Available records section start
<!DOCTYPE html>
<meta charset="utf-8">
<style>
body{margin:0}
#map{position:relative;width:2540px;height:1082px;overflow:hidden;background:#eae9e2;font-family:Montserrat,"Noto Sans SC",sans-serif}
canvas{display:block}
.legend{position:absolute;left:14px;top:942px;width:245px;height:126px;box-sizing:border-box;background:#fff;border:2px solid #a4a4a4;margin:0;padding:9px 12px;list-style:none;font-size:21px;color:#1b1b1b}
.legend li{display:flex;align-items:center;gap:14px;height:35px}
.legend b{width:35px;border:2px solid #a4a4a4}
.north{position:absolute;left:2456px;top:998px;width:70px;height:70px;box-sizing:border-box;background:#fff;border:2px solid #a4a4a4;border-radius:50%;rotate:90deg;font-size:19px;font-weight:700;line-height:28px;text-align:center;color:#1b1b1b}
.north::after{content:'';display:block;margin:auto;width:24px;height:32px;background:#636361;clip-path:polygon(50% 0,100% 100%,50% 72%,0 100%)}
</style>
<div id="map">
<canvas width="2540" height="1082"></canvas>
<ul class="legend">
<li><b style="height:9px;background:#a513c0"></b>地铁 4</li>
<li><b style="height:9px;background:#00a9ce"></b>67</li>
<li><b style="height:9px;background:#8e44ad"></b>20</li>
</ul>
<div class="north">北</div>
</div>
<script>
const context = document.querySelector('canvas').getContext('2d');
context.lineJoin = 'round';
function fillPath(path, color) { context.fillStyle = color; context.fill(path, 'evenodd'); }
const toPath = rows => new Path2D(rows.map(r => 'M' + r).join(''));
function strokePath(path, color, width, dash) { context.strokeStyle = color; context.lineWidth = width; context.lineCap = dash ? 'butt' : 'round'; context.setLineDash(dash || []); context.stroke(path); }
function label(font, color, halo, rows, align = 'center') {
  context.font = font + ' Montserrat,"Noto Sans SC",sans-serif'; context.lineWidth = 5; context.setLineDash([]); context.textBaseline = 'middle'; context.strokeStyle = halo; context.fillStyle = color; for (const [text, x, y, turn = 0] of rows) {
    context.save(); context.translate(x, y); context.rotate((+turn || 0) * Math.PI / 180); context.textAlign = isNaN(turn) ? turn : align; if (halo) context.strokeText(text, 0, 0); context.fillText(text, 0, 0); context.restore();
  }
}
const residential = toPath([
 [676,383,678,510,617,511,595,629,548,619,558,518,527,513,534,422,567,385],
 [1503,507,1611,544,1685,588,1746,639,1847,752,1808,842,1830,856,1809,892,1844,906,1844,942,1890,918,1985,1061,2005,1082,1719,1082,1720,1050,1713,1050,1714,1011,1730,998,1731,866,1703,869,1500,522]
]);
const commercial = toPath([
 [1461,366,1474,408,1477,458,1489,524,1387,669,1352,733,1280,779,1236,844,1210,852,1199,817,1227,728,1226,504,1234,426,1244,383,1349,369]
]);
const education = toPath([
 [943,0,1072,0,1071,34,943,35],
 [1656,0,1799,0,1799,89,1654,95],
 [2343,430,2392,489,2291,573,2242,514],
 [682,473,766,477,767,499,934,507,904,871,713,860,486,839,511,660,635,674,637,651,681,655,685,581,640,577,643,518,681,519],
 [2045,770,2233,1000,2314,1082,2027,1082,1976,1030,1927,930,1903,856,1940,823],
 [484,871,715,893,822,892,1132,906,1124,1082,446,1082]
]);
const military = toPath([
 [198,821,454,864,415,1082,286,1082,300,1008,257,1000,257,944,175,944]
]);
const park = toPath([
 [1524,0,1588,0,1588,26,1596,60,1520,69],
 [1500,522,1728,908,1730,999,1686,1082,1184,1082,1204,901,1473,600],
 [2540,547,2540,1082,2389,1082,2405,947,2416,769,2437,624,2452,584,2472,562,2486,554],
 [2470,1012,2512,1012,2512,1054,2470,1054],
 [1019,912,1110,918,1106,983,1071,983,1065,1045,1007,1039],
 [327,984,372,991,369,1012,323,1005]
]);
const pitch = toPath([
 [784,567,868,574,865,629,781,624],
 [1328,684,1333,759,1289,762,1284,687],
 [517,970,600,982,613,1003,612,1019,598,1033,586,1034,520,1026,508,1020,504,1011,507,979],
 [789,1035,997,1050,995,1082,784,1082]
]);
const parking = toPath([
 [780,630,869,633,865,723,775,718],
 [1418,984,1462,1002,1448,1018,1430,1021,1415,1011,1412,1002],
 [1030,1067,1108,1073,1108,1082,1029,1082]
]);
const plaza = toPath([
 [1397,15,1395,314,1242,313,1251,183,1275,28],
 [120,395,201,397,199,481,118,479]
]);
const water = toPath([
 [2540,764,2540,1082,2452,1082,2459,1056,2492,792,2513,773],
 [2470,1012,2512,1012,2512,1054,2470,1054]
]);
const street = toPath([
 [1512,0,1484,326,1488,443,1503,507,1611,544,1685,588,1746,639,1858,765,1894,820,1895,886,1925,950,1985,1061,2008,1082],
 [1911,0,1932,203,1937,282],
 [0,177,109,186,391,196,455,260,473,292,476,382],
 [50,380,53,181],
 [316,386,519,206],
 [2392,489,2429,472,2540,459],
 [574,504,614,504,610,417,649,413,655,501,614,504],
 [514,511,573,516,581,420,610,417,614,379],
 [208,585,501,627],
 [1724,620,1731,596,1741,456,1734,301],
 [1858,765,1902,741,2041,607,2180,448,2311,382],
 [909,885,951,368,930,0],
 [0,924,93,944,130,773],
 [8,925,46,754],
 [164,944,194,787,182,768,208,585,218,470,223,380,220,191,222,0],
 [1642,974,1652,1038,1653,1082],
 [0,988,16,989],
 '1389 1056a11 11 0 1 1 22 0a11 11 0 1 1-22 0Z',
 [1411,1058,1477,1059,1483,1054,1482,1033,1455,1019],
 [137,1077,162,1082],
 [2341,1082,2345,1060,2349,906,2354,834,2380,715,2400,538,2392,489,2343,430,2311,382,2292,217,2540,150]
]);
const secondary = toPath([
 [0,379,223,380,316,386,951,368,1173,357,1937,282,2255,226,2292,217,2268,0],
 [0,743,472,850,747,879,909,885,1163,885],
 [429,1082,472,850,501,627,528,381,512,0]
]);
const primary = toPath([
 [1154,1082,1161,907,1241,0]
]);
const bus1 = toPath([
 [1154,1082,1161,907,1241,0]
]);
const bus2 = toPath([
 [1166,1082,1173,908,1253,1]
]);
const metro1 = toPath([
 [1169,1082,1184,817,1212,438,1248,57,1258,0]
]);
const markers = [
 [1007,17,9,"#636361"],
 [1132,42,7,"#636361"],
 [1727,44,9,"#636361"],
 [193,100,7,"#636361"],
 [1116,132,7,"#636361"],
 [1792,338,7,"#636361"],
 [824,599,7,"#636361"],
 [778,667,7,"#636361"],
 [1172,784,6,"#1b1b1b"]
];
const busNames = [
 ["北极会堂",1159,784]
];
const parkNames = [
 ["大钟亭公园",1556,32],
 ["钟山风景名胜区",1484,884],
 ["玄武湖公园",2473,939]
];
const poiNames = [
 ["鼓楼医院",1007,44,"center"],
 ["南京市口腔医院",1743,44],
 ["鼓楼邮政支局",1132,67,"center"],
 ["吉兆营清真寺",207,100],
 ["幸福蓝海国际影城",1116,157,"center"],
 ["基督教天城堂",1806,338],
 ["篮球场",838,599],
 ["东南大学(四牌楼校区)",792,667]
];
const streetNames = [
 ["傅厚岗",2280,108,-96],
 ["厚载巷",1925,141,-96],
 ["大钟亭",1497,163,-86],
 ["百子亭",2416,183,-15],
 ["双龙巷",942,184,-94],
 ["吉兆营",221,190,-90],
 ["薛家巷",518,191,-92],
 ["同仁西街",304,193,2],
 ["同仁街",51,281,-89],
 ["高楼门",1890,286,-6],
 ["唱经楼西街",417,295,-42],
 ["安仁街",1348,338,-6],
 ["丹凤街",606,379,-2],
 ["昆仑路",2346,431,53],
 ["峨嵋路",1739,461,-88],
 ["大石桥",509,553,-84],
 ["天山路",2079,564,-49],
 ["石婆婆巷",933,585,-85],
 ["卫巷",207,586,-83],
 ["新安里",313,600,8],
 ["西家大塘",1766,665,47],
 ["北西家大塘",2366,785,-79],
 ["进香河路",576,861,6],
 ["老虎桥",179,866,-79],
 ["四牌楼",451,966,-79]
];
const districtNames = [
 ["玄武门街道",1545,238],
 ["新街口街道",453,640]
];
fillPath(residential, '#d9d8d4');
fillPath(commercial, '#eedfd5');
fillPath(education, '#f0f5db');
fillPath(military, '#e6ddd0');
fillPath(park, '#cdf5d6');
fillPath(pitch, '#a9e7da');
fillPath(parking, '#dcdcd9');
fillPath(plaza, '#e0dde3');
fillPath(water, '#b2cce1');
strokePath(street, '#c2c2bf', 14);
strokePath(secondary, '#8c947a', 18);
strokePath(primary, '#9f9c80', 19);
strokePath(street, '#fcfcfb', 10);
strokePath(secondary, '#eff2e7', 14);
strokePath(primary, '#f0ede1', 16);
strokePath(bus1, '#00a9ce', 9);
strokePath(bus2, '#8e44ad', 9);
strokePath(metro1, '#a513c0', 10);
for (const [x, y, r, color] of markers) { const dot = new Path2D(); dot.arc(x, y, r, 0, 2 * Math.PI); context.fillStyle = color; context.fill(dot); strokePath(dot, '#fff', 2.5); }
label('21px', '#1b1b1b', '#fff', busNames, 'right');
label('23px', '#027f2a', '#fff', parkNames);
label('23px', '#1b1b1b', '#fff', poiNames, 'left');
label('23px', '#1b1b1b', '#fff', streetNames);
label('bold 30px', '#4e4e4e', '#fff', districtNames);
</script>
Available records section end
Across the records above, show each line containing the word "rows".

Written solution —
const toPath = rows => new Path2D(rows.map(r => 'M' + r).join(''));
function label(font, color, halo, rows, align = 'center') {
  context.font = font + ' Montserrat,"Noto Sans SC",sans-serif'; context.lineWidth = 5; context.setLineDash([]); context.textBaseline = 'middle'; context.strokeStyle = halo; context.fillStyle = color; for (const [text, x, y, turn = 0] of rows) {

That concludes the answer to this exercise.